When it comes to multistage fracture treatments (Fig. 1), where many fractures are being “pumped” simultaneously within each stage, the problem’s complexity increases exponentially. The old adage of four inputs being necessary for optimal fracture design (reservoir permeabilities, in-situ stress distributions, a sound geological model, and a fluid-loss model in naturally fractured rocks) is no longer the case as multiple-fracture (multi-frac) interactions and interference (intra-stage, intra-well, and inter-well) should also be incorporated (SPE 1210-0034-JPT). Classic treatment-design software, although convenient to use, struggle to predict multi-frac growth geometries with sufficient certainty, leading to significant disparities between simulations and field observations.
Four real-world challenges associated with multi-frac modeling from horizontal well operations are described below. Although each formation presents its own set of challenges rendering it necessary for operators to learn from experience, the development of computational techniques to facilitate the simulation of these common occurrences will yield more-realistic models.
1. Nonsimultaneous fracture initiation within a stage
Fracture-propagation pressures are significantly smaller than fracture-initiation pressures (approximated by the recorded “formation-breakdown” pressures) in the same rock. Hence, earlier fracture initiation from one perforation provides a low-energy pathway for the fracturing fluid, which would “prefer” to enter an existing fracture and propagate it rather than initiating new fractures from nearby perforations.
2. Dominant (or “runaway”) fracture creation
Dominant (or runaway) fractures are those whose growth is significantly larger compared to that of the other fractures. Laboratory-scale experiments where more than one fracture was pumped from a single fluid source displayed dominant fracture creation as a consistent observation (Michael). This observation qualitatively agrees with acoustic sensing data from the field-scale operations (Fig. 2). Dominant fractures end up receiving the entire fracturing fluid by the end of a stage (SPE 194334), while the remaining fractures cease propagating. The contribution of these few dominant fractures in the post-stimulation well productivity could be major.

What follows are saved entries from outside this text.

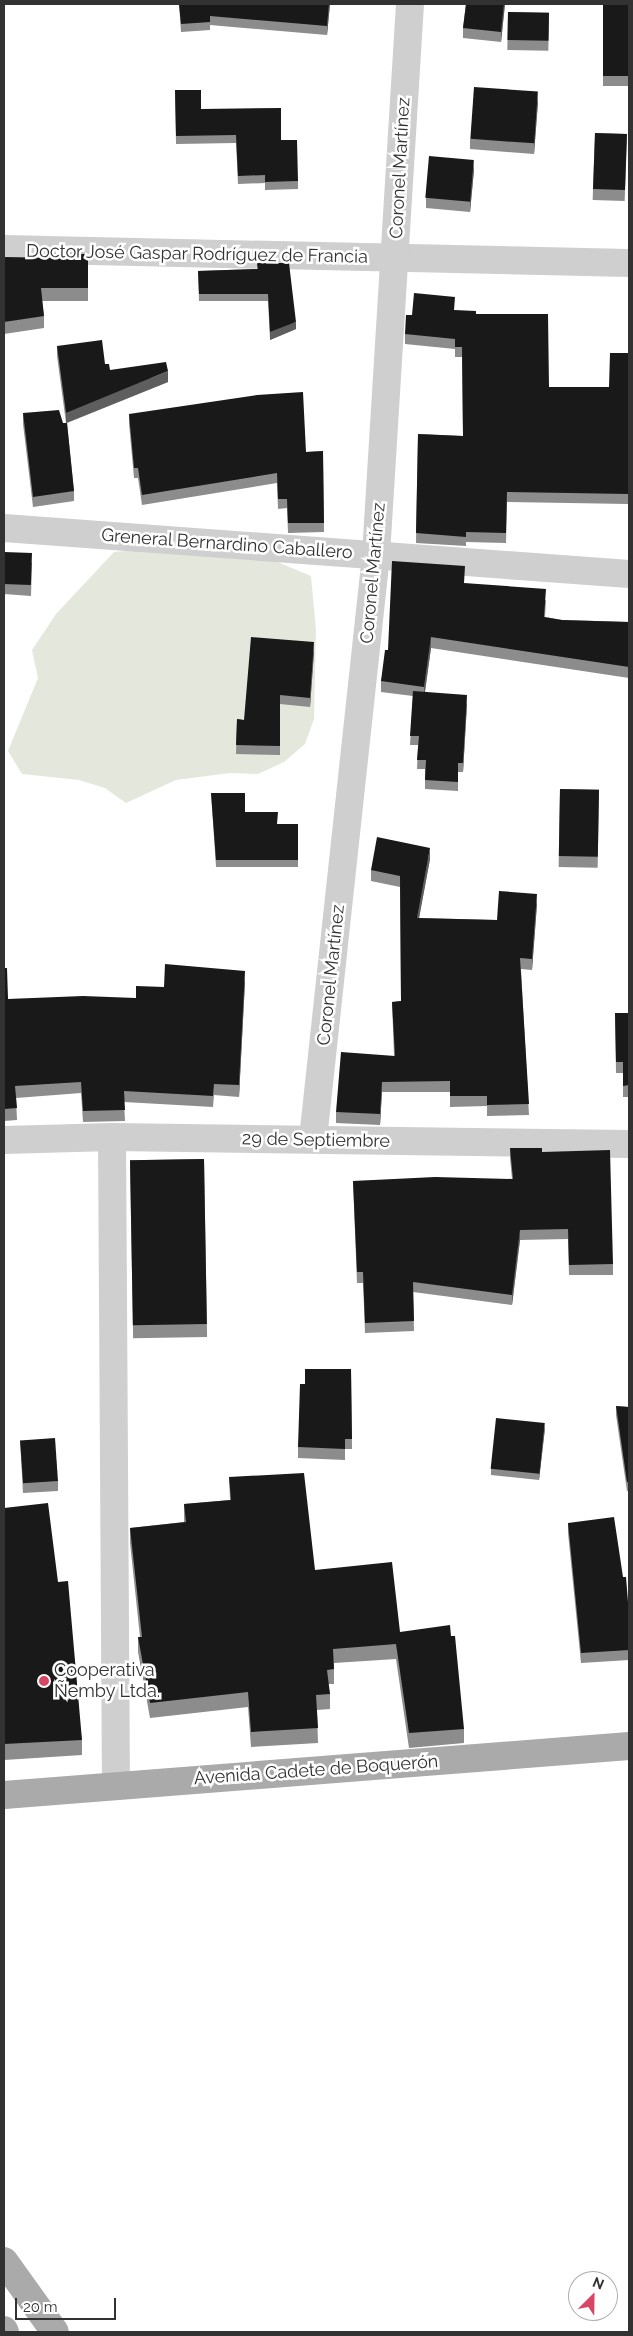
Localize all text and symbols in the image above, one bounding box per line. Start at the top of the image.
street label: Coronel Martínez [386,97,414,239]
street label: Doctor José Gaspar Rodríguez de Francia [25,240,369,268]
street label: Coronel Martínez [356,501,390,645]
street label: Greneral Bernardino Caballero [100,524,354,564]
street label: Coronel Martínez [313,903,349,1047]
street label: 29 de Septiembre [242,1128,390,1152]
place label: Cooperativa Ñemby Ltda. [54,1660,161,1702]
marker: Cooperativa Ñemby Ltda. [38,1675,50,1687]
street label: Avenida Cadete de Boquerón [193,1751,439,1789]
north arrow [568,2271,618,2321]
text: N [590,2274,607,2293]
scale bar [18,2288,119,2320]
text: 20 m [23,2298,58,2316]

3. Inactive perforation clusters
Fracturing fluid can bypass entire perforation clusters, initiating fractures from perforation clusters further downstream along the horizontal lateral (SPE 194334). This occurs both by inactive perforation clusters located between active clusters and by inactive perforation clusters located adjacent (upstream or downstream) of active clusters (Michael).
There are many possible causes of a perforation cluster failing to generate fractures, including nonsimultaneous fracture initiation and dominant fracture creation. Limited-entry techniques accomplished by varying perforation numbers and diameters (SPE-530-PA), later proposed for mitigating interference between simultaneously growing fractures from horizontal wells (“stress-shadowing”), can potentially be effective in eliminating inactive perforation clusters if specific patterns are detected.